Какое удивительное зрелище – эта барышня в розовом платье с большими серыми глазами, прижавшая к груди два кулачка, как некогда… Господибожемой!… Уж вы не дочь ли той бедной женщины? Не сестра ли?… Еще не дама, но уже и не господин ван Шонховен. И этот ампир, и ограда, и чистые окна, за которыми покой, и безупречные английские дорожки – уж не обман ли все это? А помните ли вы, как именно вы пожаловали ко мне в несколько потасканном армячке, как я теперь понимаю, с дворового мальчишки? А как мы распивали чаи? А помните ли вы, как вы уходили одна по глубокому снегу, размахивая мечом, и ваши следы ложились ровно, цепочкой, подобно стреле (признак удачливости), да, да… А я вот в свои тридцать три года по–прежнему неудачник и приехал специально затем, чтобы пожаловаться вам, моему старому другу, а кроме того, я предполагал, что возьму вас за руку и мы отправимся, ну, например, в зверинец или на карусели, но вы так повзрослели, что это теперь смешно – брать вас за руку и вести в зверинец. Правда, вы такая худенькая, почти такая же, как вы мне писали, и щечки у вас несколько впали, но московский климат вам, видимо, впору: вон вы как повзрослели, как вы стройны, как многозначительно расположились ваши уже не детские ключицы и в выражении вашего лица появилось нечто такое, что уж вас за руку не возьмешь и на карусели не сводишь, а настоящие молодые люди, я имею в виду настоящих молодых людей, не смогут вас не заметить, и теперь вам предстоят сложные дни… А я по–прежнему в плену обманутых надежд и все почитаю за безделицу, кроме, пожалуй, того, что мне недоступно… А помните? А помните?… Я–то думал, вы посреди печального двора прикованы цепью, а у вас тут английский сад и такая прелесть вокруг, что мне, пожалуй, можно было бы и не спешить…
– Неужели это вы? – засмеялась Лавиния, краснея. – Какой сюрприз!

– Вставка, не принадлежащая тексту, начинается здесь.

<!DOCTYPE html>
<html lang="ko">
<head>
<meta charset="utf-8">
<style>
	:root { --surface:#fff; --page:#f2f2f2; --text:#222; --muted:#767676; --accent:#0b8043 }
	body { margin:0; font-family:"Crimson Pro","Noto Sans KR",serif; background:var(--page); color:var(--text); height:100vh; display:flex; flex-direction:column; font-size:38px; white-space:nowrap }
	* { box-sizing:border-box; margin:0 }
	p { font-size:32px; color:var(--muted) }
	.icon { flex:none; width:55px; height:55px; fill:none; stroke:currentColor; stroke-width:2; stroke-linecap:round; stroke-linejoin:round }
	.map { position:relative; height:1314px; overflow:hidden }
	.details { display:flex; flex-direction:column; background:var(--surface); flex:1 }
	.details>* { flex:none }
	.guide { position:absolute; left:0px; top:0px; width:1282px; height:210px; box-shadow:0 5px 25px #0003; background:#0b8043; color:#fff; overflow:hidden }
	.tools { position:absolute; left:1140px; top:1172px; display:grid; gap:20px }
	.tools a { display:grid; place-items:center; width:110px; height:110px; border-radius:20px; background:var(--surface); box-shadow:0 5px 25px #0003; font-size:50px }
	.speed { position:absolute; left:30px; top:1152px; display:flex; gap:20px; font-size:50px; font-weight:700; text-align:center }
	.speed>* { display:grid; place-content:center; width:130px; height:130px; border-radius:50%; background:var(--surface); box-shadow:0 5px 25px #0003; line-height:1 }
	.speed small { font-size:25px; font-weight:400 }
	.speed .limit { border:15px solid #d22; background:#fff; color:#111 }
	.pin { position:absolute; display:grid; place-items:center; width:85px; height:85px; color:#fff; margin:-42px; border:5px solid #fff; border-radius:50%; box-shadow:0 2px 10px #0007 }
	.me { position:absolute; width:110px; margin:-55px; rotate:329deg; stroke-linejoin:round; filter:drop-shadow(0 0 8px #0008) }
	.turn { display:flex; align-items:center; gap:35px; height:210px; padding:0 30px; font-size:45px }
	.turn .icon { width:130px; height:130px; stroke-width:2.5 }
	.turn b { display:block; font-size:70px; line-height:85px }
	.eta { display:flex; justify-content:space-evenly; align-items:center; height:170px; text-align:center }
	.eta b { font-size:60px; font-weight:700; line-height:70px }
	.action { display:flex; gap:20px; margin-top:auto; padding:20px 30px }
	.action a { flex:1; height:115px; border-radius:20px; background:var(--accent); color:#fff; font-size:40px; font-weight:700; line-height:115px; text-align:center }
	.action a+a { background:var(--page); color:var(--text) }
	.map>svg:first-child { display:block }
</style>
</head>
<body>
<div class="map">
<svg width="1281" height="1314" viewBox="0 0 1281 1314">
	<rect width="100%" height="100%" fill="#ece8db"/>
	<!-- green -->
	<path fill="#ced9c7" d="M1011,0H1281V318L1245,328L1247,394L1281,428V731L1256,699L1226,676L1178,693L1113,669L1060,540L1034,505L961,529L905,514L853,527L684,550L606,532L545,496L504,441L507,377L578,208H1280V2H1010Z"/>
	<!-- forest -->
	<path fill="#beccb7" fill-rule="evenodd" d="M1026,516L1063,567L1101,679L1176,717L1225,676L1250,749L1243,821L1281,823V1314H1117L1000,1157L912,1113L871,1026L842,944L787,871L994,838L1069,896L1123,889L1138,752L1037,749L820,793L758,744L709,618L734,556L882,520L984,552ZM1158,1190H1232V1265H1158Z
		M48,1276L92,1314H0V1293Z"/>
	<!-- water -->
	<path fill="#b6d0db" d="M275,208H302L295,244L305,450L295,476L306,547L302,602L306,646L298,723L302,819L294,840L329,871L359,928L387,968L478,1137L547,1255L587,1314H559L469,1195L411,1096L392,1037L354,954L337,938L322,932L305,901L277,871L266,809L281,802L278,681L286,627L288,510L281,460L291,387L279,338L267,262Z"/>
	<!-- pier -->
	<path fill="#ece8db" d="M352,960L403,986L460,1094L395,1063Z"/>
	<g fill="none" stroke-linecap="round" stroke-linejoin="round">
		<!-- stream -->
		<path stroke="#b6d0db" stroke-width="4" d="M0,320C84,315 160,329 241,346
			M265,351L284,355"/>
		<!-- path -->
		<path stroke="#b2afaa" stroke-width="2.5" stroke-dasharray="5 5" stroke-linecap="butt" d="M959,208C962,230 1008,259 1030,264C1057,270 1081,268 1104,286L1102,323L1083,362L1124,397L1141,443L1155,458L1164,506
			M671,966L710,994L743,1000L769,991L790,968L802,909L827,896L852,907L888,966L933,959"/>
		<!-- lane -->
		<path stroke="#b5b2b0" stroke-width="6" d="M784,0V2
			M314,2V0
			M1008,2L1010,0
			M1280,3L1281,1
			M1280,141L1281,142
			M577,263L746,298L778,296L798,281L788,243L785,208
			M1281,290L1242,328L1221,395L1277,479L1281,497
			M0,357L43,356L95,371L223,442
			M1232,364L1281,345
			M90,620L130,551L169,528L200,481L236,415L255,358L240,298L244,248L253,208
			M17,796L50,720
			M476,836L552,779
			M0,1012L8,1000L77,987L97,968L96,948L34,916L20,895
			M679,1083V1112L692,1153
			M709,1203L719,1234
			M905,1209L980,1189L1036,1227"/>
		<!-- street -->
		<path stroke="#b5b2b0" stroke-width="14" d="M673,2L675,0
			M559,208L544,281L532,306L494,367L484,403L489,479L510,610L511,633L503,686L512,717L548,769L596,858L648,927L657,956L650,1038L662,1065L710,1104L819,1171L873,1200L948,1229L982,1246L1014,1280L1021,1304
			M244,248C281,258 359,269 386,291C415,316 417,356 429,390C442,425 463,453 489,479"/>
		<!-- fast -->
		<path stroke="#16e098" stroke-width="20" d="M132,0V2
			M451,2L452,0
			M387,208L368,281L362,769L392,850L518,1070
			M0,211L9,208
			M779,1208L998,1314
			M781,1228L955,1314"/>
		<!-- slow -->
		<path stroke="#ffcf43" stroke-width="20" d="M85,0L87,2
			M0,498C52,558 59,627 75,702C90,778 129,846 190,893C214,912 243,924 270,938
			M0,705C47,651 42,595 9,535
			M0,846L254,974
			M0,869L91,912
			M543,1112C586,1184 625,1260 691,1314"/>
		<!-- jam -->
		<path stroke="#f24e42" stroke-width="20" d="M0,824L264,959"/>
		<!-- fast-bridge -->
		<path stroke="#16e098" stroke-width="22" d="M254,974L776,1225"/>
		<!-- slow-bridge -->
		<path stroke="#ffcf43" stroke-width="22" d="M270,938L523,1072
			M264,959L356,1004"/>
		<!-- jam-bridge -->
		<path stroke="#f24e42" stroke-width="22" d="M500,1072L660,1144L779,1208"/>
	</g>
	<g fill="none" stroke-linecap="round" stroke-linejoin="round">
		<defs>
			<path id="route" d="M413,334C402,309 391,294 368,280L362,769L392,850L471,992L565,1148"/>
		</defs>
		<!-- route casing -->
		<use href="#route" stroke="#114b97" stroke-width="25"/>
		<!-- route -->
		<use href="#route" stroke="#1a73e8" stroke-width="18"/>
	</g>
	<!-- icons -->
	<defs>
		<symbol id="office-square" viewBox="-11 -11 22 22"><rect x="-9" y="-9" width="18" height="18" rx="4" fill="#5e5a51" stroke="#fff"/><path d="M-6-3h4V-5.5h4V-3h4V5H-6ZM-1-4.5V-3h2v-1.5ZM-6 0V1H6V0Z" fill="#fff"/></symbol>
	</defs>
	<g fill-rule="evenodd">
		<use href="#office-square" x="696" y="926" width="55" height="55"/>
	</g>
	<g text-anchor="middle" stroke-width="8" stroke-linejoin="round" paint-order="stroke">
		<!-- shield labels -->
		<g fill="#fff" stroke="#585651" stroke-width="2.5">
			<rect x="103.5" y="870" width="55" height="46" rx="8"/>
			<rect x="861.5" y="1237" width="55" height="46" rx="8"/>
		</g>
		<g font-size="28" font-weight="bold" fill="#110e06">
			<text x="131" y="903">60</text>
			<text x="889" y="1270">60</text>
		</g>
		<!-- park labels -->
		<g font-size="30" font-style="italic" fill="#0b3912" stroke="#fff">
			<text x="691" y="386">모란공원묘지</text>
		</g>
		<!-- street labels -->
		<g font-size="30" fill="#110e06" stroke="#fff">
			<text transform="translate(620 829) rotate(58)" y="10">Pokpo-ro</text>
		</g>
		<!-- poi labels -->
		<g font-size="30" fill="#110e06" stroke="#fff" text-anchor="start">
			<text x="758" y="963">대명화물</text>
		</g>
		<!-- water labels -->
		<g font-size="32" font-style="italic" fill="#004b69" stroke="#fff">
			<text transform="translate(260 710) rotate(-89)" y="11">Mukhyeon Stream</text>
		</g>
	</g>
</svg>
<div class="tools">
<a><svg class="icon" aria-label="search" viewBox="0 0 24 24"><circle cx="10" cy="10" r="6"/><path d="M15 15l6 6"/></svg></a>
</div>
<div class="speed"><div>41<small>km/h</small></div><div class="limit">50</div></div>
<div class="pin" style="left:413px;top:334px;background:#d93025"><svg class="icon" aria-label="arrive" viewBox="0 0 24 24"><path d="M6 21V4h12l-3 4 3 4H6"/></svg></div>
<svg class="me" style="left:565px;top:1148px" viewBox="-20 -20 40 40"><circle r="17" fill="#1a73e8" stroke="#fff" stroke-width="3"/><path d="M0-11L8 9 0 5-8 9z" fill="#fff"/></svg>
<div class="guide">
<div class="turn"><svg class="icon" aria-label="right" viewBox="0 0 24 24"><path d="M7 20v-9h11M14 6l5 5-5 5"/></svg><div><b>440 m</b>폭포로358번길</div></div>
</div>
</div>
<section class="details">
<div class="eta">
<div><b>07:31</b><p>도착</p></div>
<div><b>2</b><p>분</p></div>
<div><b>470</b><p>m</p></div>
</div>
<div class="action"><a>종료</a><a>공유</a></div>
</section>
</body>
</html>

…И все же в вашей улыбке не столько радость, сколько недоумение, и, конечно, могу себе представить, как нелепо мое появление, ибо быть вашим опекуном как–то уже неловко: вон вы какая взрослая, вас в зверинец не поведешь…
– И вы приехали, чтобы увидеть меня? Какие шутки, – сказала она нараспев.
– Какие уж тут шутки, – усмехнулся Мятлев, трезвея от собственной бестактности. – Впрочем, если вам угодно, я действительно приехал по делам и, проходя, увидел вас за оградой. Всегда приятно встретить старого друга…
Она поминутно оглядывалась на дом, и он понял, что нужно уходить, покуда несносная Калерия не вывалилась из грозовых туч с молниями и громом.
– Как жаль, – сказала она с досадой, – завтра у нас пикник… А вот кто–то уже идет… Мы сейчас едем… мы приглашены… впрочем, вы их не знаете… Вы еще придете? – спросила вежливо.
– Как сложатся дела, господин ван Шонховен, как сложатся дела.
– А–а–а, – протянула она и сделала шаг назад.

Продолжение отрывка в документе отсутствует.